Kircher quindi si avvicina alla zoologia partendo da una base scritturale. Da studioso, si rende conto di alcune incongruenze legate all’estinzione delle specie animali, e, come in altri casi simili (il caso Galileo su tutti), tenta di trovare una terza via che metta d’accordo le nuove tendenze di pensiero con le tradizioni testamentarie. Dopo aver ricostruito una grande barca su tre piani di circa 1500 metri quadrati, per poter aver davanti ai suoi occhi lo spazio avuto a disposizione dallo stesso Noè, il gesuita intuisce che l’Arca non avrebbe potuto contenere tutti gli animali esistenti ed è così che passa ad un’eliminazione sistematica delle specie che sicuramente non avrebbero trovato posto accanto al patriarca ed ai suoi familiari. I primi esclusi sono naturalmente gli animali acquatici che avrebbero vissuto facilmente anche nel diluvio, poi quelli ritenuti nati per generazione spontanea (creduta possibile fino ad inizio XIX secolo) come insetti e rettili. La selezione non risolve completamente i problemi di Kircher che infine decide di eliminare tutti gli animali cosiddetti “ibridi” nati dall’accoppiamento di due specie diverse. In quest’ultima categoria lo studioso dimostra tutti i suoi limiti scientifici, ma allo stesso tempo conferma il suo essere uomo barocco e come tale affascinato dalla cose che destano meraviglia: tra gli incroci, infatti, inserisce il mulo (cavallo-asino), ma poi ne inventa altri molto improbabili come la giraffa che secondo lui sarebbe nata tra un leopardo ed un cammello, oppure l’armadillo figlio di un riccio e di una tartaruga.

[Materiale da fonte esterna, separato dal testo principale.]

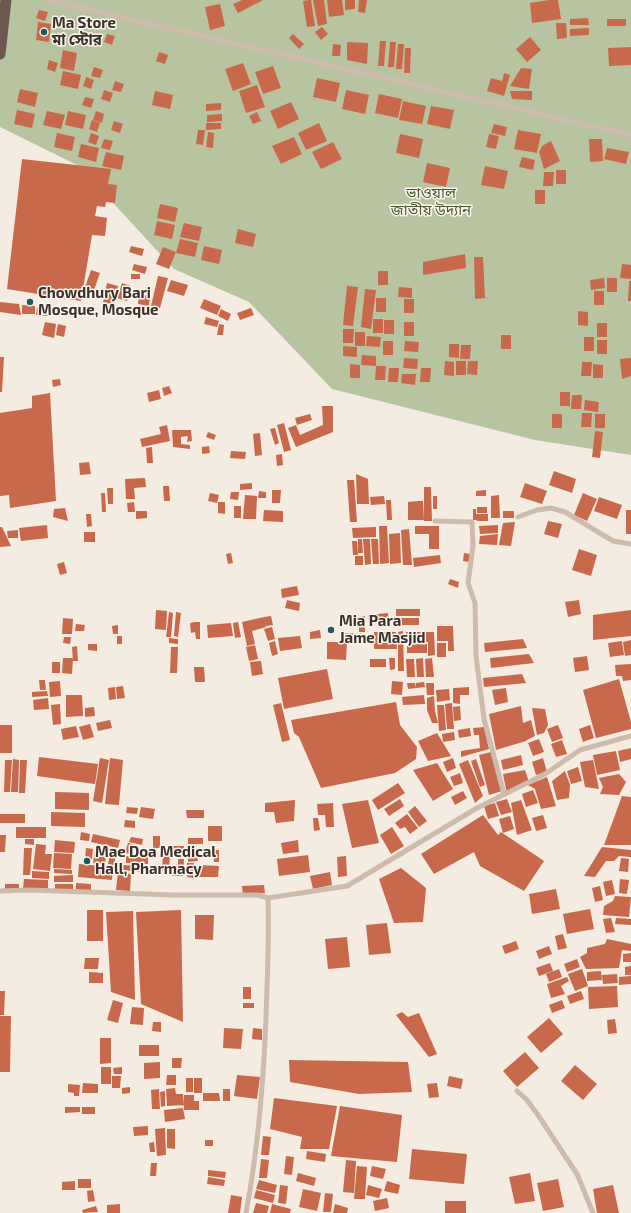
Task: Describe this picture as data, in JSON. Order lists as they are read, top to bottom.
{
  "parks": ["ভাওয়াল জাতীয় উদ্যান"],
  "places": [
    "Ma Store মা স্টোর",
    "Chowdhury Bari Mosque, Mosque",
    "Mia Para Jame Masjid",
    "Mae Doa Medical Hall, Pharmacy"
  ]
}
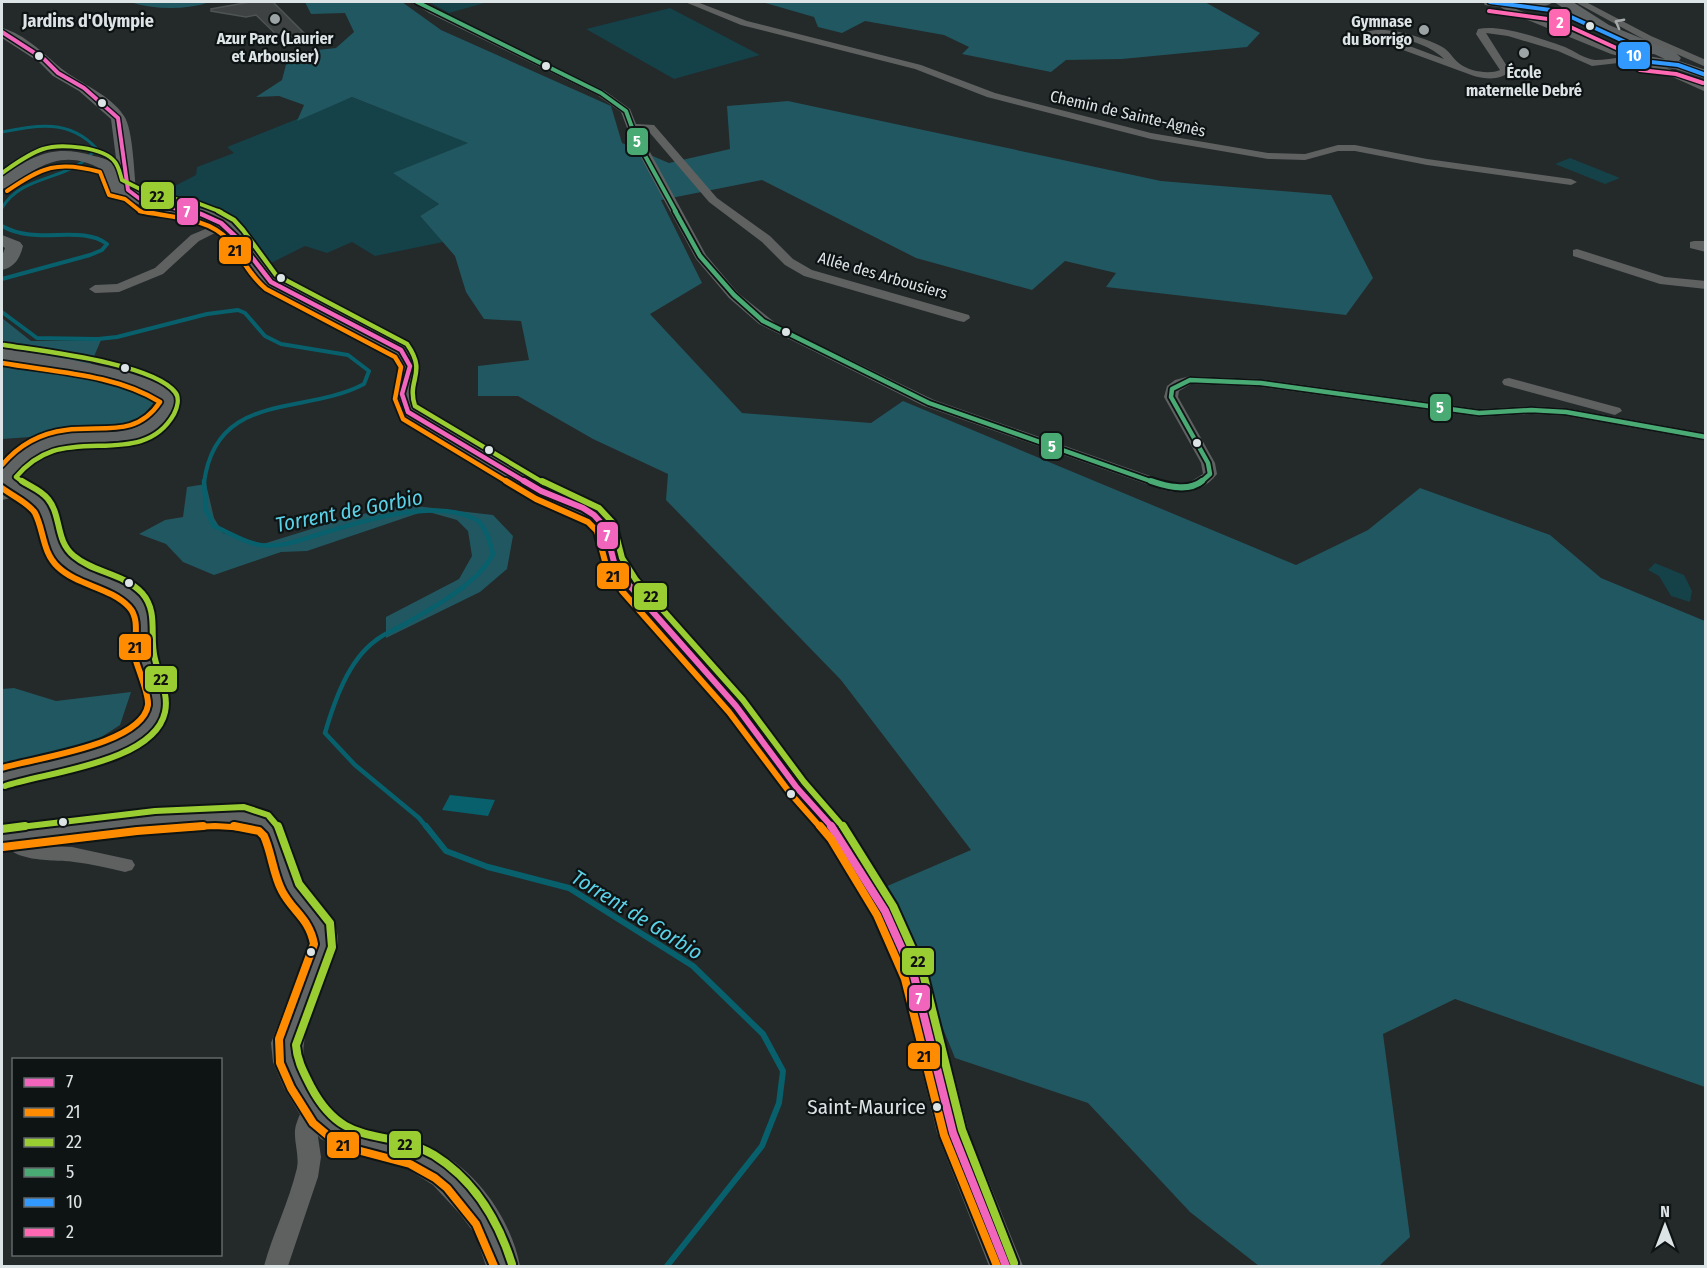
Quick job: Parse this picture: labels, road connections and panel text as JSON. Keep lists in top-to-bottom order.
{
  "streets": {
    "street": ["Chemin de Sainte-Agnès", "Allée des Arbousiers"]
  },
  "districts": ["Jardins d'Olympie"],
  "water": ["Torrent de Gorbio"],
  "places": [
    "Azur Parc (Laurier et Arbousier)",
    "Gymnase du Borrigo",
    "École maternelle Debré",
    "Saint-Maurice"
  ],
  "lines": [
    "transit line 5",
    "transit line 10",
    "transit line 2",
    "transit line 7",
    "transit line 22",
    "transit line 21"
  ],
  "legend": [
    "7",
    "21",
    "22",
    "5",
    "10",
    "2"
  ],
  "north": "top"
}
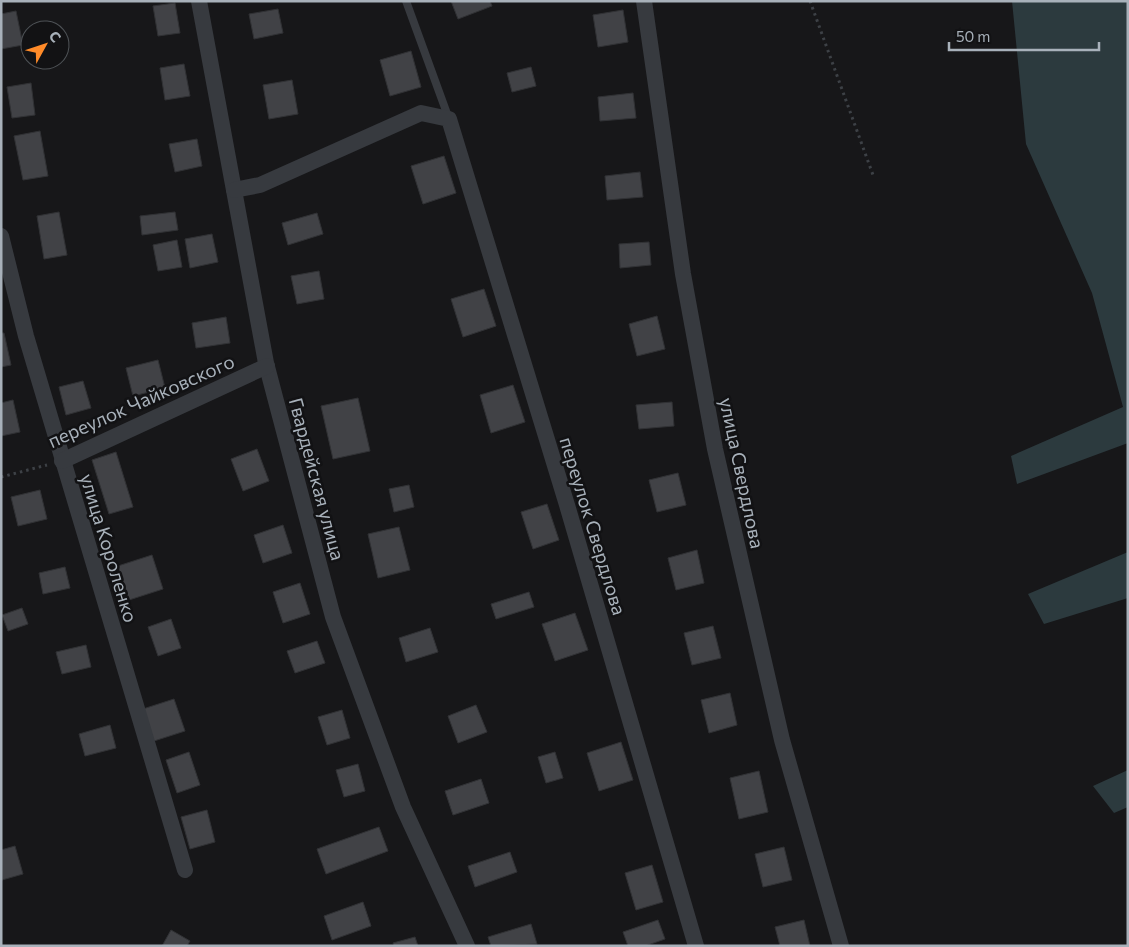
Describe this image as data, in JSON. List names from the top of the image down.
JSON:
{
  "streets": {
    "street": [
      "переулок Чайковского",
      "улица Свердлова",
      "Гвардейская улица",
      "переулок Свердлова",
      "улица Короленко"
    ]
  },
  "crossings": [
    ["переулок Чайковского", "Гвардейская улица"],
    ["переулок Чайковского", "улица Короленко"]
  ],
  "scale_bar": "50 m",
  "north": "top right"
}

La conclusione di Kircher rispetto alla salvazione delle specie animali non è molto lontana da quelle future: gli animali salvati da Noè sarebbero gli archetipi, dai quali sarebbero stati poi generati tutti gli altri. Come ha affermato Ernesto Capanna Athanasius Kircher si presenta così come "una sorta di evoluzionista su base scritturale", evoluzionista sì ma con le riserve dell’uomo di Chiesa, precursore delle scoperte di Jean Baptiste Lamarck e Charles Darwin.